A queda dos grãos é apenas a mais recente notícia ruim entre outras que preocupam Cécile Chevereau em sua fazenda em Saint-Martin-des-Bois, na região do Loire. Os preços das novilhas e novilhos que ela cria também estão em queda. Com € 54 mil em dívidas comendo a maior parte do lucro de € 69 mil que a fazenda gerou no ano passado, ela sente o aperto que está levando fazendeiros a parar caminhões que transportam carne importada e lácteos vindos da Alemanha e Espanha, e bloquear vias de acesso a pontos turísticos, como a que leva ao Castelo de Chambord, no vale do Loire.
Os protestos refletem as dificuldades enfrentadas pelo setor agrícola, atingido pelo fim das cotas de leite na União Europeia este ano. "Na França, mais do que em qualquer outro país europeu onde a intervenção estatal foi menos importante, o fim das cotas é uma grande evolução", diz Vincent Chatellier, do Instituto Nacional de Pesquisa Agronômica. "Por 30 anos as autoridades francesas encorajaram o desenvolvimento regional e a fazendas familiares de leite de tamanho médio."
Outrora a maior exportadora de produtos agrícolas da Europa, a França foi destronada nos últimos anos pela Holanda e Alemanha. Ela ainda é o maior produtor do continente, mas países mais competitivos estão derrubando os preços das carnes bovina e suína e dos lácteos em seus mercados e ganhando participação no exterior. O veto à importação de carne pela Rússia e os problemas da Grécia, uma importadora de novilhos, também atrapalham.
Os agricultores franceses também culpam os frigoríficos, as cooperativas leiteiras e o comércio pelo aperto das margens e por levar mais de 20.000 produtores para perto da falência. Além disso, temem que o Acordo de Parceria Transatlântica de Comércio e Investimento, que está sendo negociado entre Bruxelas e Washington, leve a um aumento das importações da carne de bovinos criados com hormônio dos EUA.
A irritação "vem sendo gerada há muito tempo", diz Cécile Chevereau, que recebe € 30.000 por ano da UE. "Não podemos ganhar a vida sem os subsídios da União Europeia; trabalhamos como loucos, somos mal pagos e precisamos fazer investimentos constantemente."
O setor agrícola emprega só 3% da força de trabalho da França, mas segue tendo um lobby poderoso. Na esteira dos protestos de julho, o governo socialista do presidente François Hollande rapidamente liberou mais de € 600 milhões em ajuda.
Stephane Le Foll, ministro da Agricultura, prometeu aliviar os débitos dos produtores mais endividados. A federação alemã de laticínios reclamou para a Comissão Europeia contra a ajuda, enquanto produtores espanhóis ameaçaram boicotar os alimentos franceses. E os franceses querem mais apoio na forma de encargos sociais menores e um plano para sustentar os preços.

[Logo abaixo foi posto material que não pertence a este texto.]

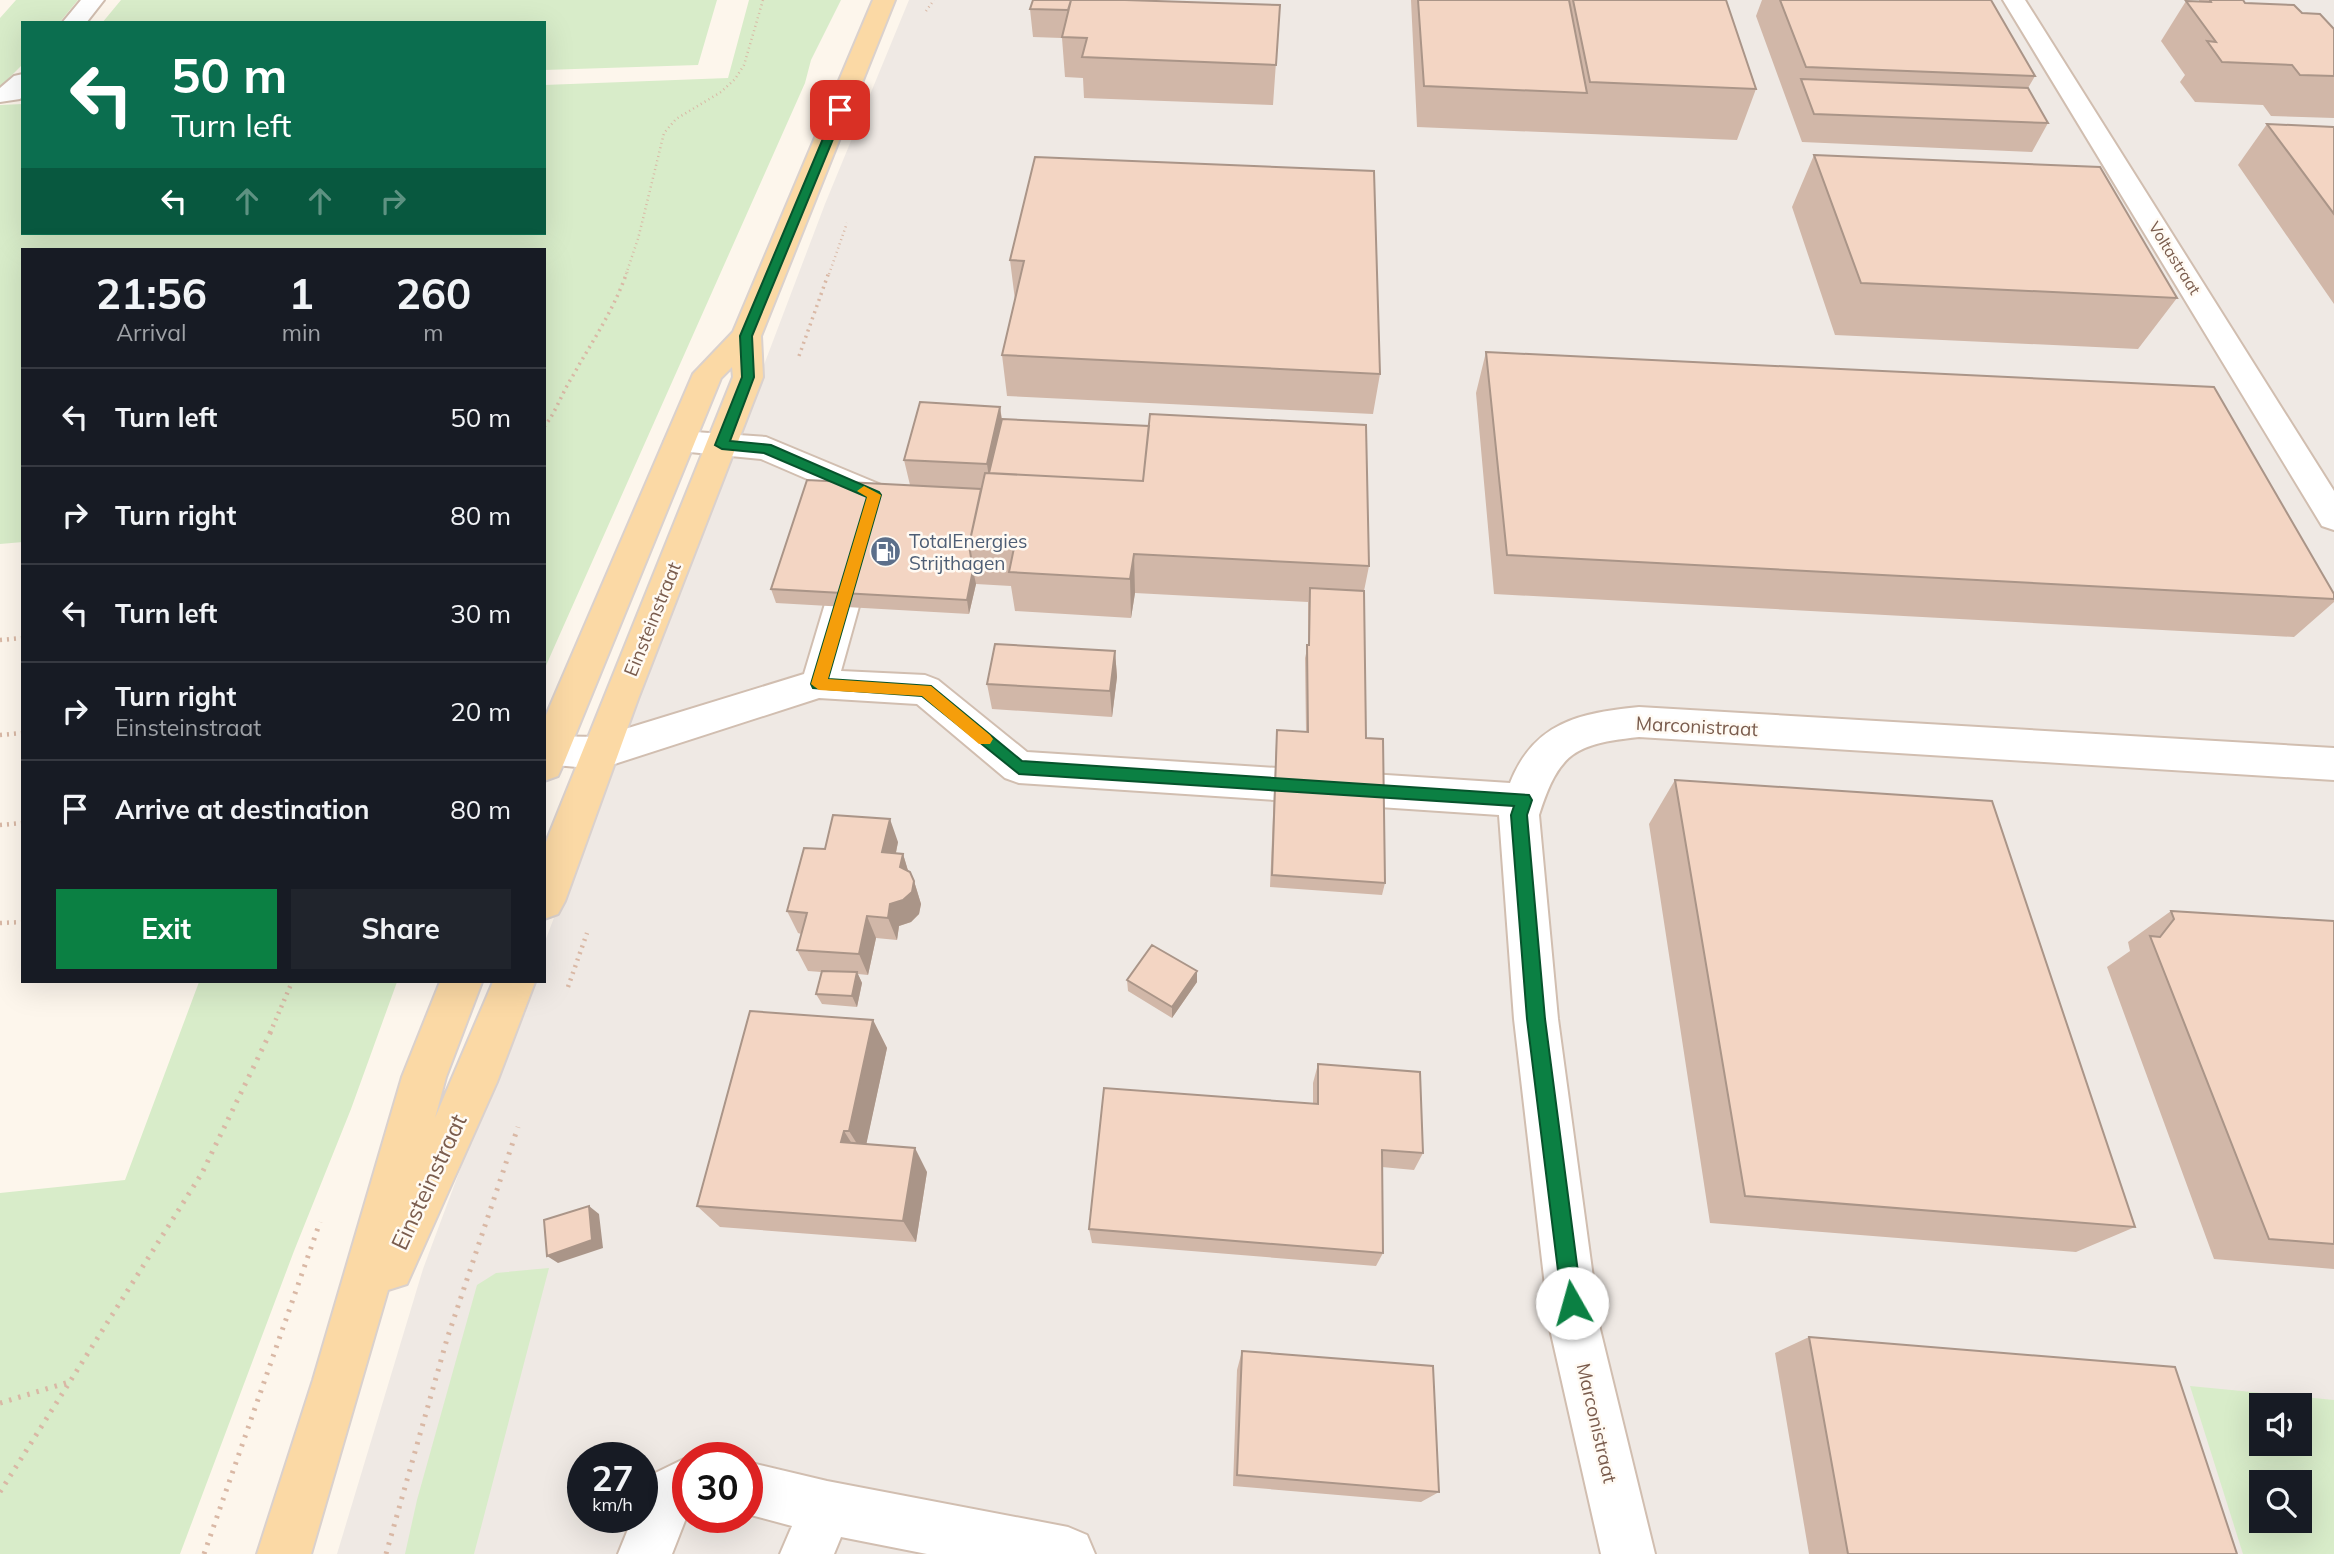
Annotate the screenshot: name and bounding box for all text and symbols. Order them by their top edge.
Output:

Cédric Daudin, produtor de leite dos arredores de Blois, diz que a França precisa conciliar seu ideal da agricultura tradicional, centrada nas famílias, com a necessidade de estimular fazendas maiores capazes de competir com os concorrentes de custos menores da Alemanha e Holanda. Os agricultores que tentam conseguir autorização para ampliar lotes de terras sempre enfrentam oposição local, observa ele.
"O público em geral quer fazendas menores porque assim fica mais bonito", diz Daudin. "Há uma resistência contra tudo que se assemelhe a uma fábrica. Mas isso tem custo. Nossos custos trabalhistas são maiores, algumas de nossas regras de saúde e meio ambiente são mais rígidas que as normas europeias." Com informações do Valor.